(Recorded data)
++++++++++

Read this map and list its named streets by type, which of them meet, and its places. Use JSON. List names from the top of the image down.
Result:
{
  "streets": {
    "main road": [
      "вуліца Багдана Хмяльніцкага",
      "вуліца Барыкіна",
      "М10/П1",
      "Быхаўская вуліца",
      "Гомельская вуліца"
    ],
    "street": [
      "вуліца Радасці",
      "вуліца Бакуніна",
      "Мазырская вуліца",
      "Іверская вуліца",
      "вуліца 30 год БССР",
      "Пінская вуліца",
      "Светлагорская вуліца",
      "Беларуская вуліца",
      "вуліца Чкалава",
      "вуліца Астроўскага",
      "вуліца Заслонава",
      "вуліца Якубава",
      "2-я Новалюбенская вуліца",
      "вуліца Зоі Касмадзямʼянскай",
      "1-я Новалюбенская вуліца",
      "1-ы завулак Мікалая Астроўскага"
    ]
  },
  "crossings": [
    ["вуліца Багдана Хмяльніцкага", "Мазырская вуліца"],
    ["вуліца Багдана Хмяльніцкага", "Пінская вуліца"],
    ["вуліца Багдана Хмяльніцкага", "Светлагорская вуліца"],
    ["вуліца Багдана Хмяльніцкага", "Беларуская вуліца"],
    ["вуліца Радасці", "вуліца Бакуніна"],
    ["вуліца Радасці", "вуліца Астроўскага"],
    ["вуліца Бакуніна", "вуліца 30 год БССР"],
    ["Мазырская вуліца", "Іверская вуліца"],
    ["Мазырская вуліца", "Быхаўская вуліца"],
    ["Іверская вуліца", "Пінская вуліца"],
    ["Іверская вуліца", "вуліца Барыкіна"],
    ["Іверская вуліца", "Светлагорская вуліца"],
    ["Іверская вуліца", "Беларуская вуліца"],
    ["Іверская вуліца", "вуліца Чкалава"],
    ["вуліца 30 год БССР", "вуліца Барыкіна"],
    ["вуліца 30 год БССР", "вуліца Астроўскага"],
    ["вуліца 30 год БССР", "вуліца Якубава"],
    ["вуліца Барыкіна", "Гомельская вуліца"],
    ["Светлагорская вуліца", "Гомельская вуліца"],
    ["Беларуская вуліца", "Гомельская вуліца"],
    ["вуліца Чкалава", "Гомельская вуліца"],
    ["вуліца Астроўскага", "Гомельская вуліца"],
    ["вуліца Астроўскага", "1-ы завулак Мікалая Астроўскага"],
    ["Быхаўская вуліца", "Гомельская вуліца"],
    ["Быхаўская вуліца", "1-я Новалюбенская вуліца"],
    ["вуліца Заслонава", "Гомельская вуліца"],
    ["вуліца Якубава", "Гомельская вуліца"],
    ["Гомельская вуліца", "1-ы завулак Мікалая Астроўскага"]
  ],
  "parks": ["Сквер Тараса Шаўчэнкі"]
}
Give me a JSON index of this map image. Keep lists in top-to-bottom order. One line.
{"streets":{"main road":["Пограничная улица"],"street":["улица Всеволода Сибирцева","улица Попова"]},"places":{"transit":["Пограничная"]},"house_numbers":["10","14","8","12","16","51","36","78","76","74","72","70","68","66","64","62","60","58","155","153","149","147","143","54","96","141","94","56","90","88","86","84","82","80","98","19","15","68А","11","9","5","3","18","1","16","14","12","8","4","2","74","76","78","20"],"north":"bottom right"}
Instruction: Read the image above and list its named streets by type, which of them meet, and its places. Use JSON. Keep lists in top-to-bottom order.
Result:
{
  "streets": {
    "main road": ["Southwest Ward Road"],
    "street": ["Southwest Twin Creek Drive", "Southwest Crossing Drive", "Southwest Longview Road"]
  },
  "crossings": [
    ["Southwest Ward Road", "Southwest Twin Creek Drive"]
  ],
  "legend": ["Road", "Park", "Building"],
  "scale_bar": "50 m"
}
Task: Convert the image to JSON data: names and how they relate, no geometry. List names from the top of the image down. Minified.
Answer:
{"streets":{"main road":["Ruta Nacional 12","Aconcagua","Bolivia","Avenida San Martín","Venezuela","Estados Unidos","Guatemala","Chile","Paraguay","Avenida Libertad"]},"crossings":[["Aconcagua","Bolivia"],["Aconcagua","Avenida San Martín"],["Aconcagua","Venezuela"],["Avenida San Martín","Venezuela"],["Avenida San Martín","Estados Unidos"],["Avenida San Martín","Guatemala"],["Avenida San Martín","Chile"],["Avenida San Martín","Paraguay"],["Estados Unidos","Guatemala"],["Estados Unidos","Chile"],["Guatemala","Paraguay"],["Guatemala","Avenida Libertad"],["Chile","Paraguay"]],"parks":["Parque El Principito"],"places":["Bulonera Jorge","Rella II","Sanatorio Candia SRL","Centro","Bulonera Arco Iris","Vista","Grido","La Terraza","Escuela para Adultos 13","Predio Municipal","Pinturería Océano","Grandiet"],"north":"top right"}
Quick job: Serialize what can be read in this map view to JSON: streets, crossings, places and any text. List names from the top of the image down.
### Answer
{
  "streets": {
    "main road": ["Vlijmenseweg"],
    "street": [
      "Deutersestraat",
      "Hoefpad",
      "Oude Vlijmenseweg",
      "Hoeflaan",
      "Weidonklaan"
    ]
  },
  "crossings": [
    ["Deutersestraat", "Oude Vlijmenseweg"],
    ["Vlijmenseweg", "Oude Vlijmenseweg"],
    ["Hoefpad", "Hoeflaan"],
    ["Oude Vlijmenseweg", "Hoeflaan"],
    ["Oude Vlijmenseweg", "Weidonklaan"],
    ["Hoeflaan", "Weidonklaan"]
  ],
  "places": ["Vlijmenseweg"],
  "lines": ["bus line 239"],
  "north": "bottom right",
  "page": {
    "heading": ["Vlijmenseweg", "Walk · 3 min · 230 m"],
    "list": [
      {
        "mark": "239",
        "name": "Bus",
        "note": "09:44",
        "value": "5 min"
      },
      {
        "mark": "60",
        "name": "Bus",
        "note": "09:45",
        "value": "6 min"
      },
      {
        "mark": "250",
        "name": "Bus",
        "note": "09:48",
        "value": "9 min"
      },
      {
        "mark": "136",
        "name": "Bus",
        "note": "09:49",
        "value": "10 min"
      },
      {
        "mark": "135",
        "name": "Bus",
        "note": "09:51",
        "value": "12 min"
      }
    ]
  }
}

++++++++++

**REQUIRED ACTION:** Every entry above must be reproduced word for word.

**ANSWER SECTION:**
Read this map and list its named streets by type, which of them meet, and its places. Use JSON. List names from the top of the image down.
Result:
{
  "streets": {
    "main road": [
      "вуліца Багдана Хмяльніцкага",
      "вуліца Барыкіна",
      "М10/П1",
      "Быхаўская вуліца",
      "Гомельская вуліца"
    ],
    "street": [
      "вуліца Радасці",
      "вуліца Бакуніна",
      "Мазырская вуліца",
      "Іверская вуліца",
      "вуліца 30 год БССР",
      "Пінская вуліца",
      "Светлагорская вуліца",
      "Беларуская вуліца",
      "вуліца Чкалава",
      "вуліца Астроўскага",
      "вуліца Заслонава",
      "вуліца Якубава",
      "2-я Новалюбенская вуліца",
      "вуліца Зоі Касмадзямʼянскай",
      "1-я Новалюбенская вуліца",
      "1-ы завулак Мікалая Астроўскага"
    ]
  },
  "crossings": [
    ["вуліца Багдана Хмяльніцкага", "Мазырская вуліца"],
    ["вуліца Багдана Хмяльніцкага", "Пінская вуліца"],
    ["вуліца Багдана Хмяльніцкага", "Светлагорская вуліца"],
    ["вуліца Багдана Хмяльніцкага", "Беларуская вуліца"],
    ["вуліца Радасці", "вуліца Бакуніна"],
    ["вуліца Радасці", "вуліца Астроўскага"],
    ["вуліца Бакуніна", "вуліца 30 год БССР"],
    ["Мазырская вуліца", "Іверская вуліца"],
    ["Мазырская вуліца", "Быхаўская вуліца"],
    ["Іверская вуліца", "Пінская вуліца"],
    ["Іверская вуліца", "вуліца Барыкіна"],
    ["Іверская вуліца", "Светлагорская вуліца"],
    ["Іверская вуліца", "Беларуская вуліца"],
    ["Іверская вуліца", "вуліца Чкалава"],
    ["вуліца 30 год БССР", "вуліца Барыкіна"],
    ["вуліца 30 год БССР", "вуліца Астроўскага"],
    ["вуліца 30 год БССР", "вуліца Якубава"],
    ["вуліца Барыкіна", "Гомельская вуліца"],
    ["Светлагорская вуліца", "Гомельская вуліца"],
    ["Беларуская вуліца", "Гомельская вуліца"],
    ["вуліца Чкалава", "Гомельская вуліца"],
    ["вуліца Астроўскага", "Гомельская вуліца"],
    ["вуліца Астроўскага", "1-ы завулак Мікалая Астроўскага"],
    ["Быхаўская вуліца", "Гомельская вуліца"],
    ["Быхаўская вуліца", "1-я Новалюбенская вуліца"],
    ["вуліца Заслонава", "Гомельская вуліца"],
    ["вуліца Якубава", "Гомельская вуліца"],
    ["Гомельская вуліца", "1-ы завулак Мікалая Астроўскага"]
  ],
  "parks": ["Сквер Тараса Шаўчэнкі"]
}
Give me a JSON index of this map image. Keep lists in top-to-bottom order. One line.
{"streets":{"main road":["Пограничная улица"],"street":["улица Всеволода Сибирцева","улица Попова"]},"places":{"transit":["Пограничная"]},"house_numbers":["10","14","8","12","16","51","36","78","76","74","72","70","68","66","64","62","60","58","155","153","149","147","143","54","96","141","94","56","90","88","86","84","82","80","98","19","15","68А","11","9","5","3","18","1","16","14","12","8","4","2","74","76","78","20"],"north":"bottom right"}
Instruction: Read the image above and list its named streets by type, which of them meet, and its places. Use JSON. Keep lists in top-to-bottom order.
Result:
{
  "streets": {
    "main road": ["Southwest Ward Road"],
    "street": ["Southwest Twin Creek Drive", "Southwest Crossing Drive", "Southwest Longview Road"]
  },
  "crossings": [
    ["Southwest Ward Road", "Southwest Twin Creek Drive"]
  ],
  "legend": ["Road", "Park", "Building"],
  "scale_bar": "50 m"
}
Task: Convert the image to JSON data: names and how they relate, no geometry. List names from the top of the image down. Minified.
Answer:
{"streets":{"main road":["Ruta Nacional 12","Aconcagua","Bolivia","Avenida San Martín","Venezuela","Estados Unidos","Guatemala","Chile","Paraguay","Avenida Libertad"]},"crossings":[["Aconcagua","Bolivia"],["Aconcagua","Avenida San Martín"],["Aconcagua","Venezuela"],["Avenida San Martín","Venezuela"],["Avenida San Martín","Estados Unidos"],["Avenida San Martín","Guatemala"],["Avenida San Martín","Chile"],["Avenida San Martín","Paraguay"],["Estados Unidos","Guatemala"],["Estados Unidos","Chile"],["Guatemala","Paraguay"],["Guatemala","Avenida Libertad"],["Chile","Paraguay"]],"parks":["Parque El Principito"],"places":["Bulonera Jorge","Rella II","Sanatorio Candia SRL","Centro","Bulonera Arco Iris","Vista","Grido","La Terraza","Escuela para Adultos 13","Predio Municipal","Pinturería Océano","Grandiet"],"north":"top right"}
Quick job: Serialize what can be read in this map view to JSON: streets, crossings, places and any text. List names from the top of the image down.
### Answer
{
  "streets": {
    "main road": ["Vlijmenseweg"],
    "street": [
      "Deutersestraat",
      "Hoefpad",
      "Oude Vlijmenseweg",
      "Hoeflaan",
      "Weidonklaan"
    ]
  },
  "crossings": [
    ["Deutersestraat", "Oude Vlijmenseweg"],
    ["Vlijmenseweg", "Oude Vlijmenseweg"],
    ["Hoefpad", "Hoeflaan"],
    ["Oude Vlijmenseweg", "Hoeflaan"],
    ["Oude Vlijmenseweg", "Weidonklaan"],
    ["Hoeflaan", "Weidonklaan"]
  ],
  "places": ["Vlijmenseweg"],
  "lines": ["bus line 239"],
  "north": "bottom right",
  "page": {
    "heading": ["Vlijmenseweg", "Walk · 3 min · 230 m"],
    "list": [
      {
        "mark": "239",
        "name": "Bus",
        "note": "09:44",
        "value": "5 min"
      },
      {
        "mark": "60",
        "name": "Bus",
        "note": "09:45",
        "value": "6 min"
      },
      {
        "mark": "250",
        "name": "Bus",
        "note": "09:48",
        "value": "9 min"
      },
      {
        "mark": "136",
        "name": "Bus",
        "note": "09:49",
        "value": "10 min"
      },
      {
        "mark": "135",
        "name": "Bus",
        "note": "09:51",
        "value": "12 min"
      }
    ]
  }
}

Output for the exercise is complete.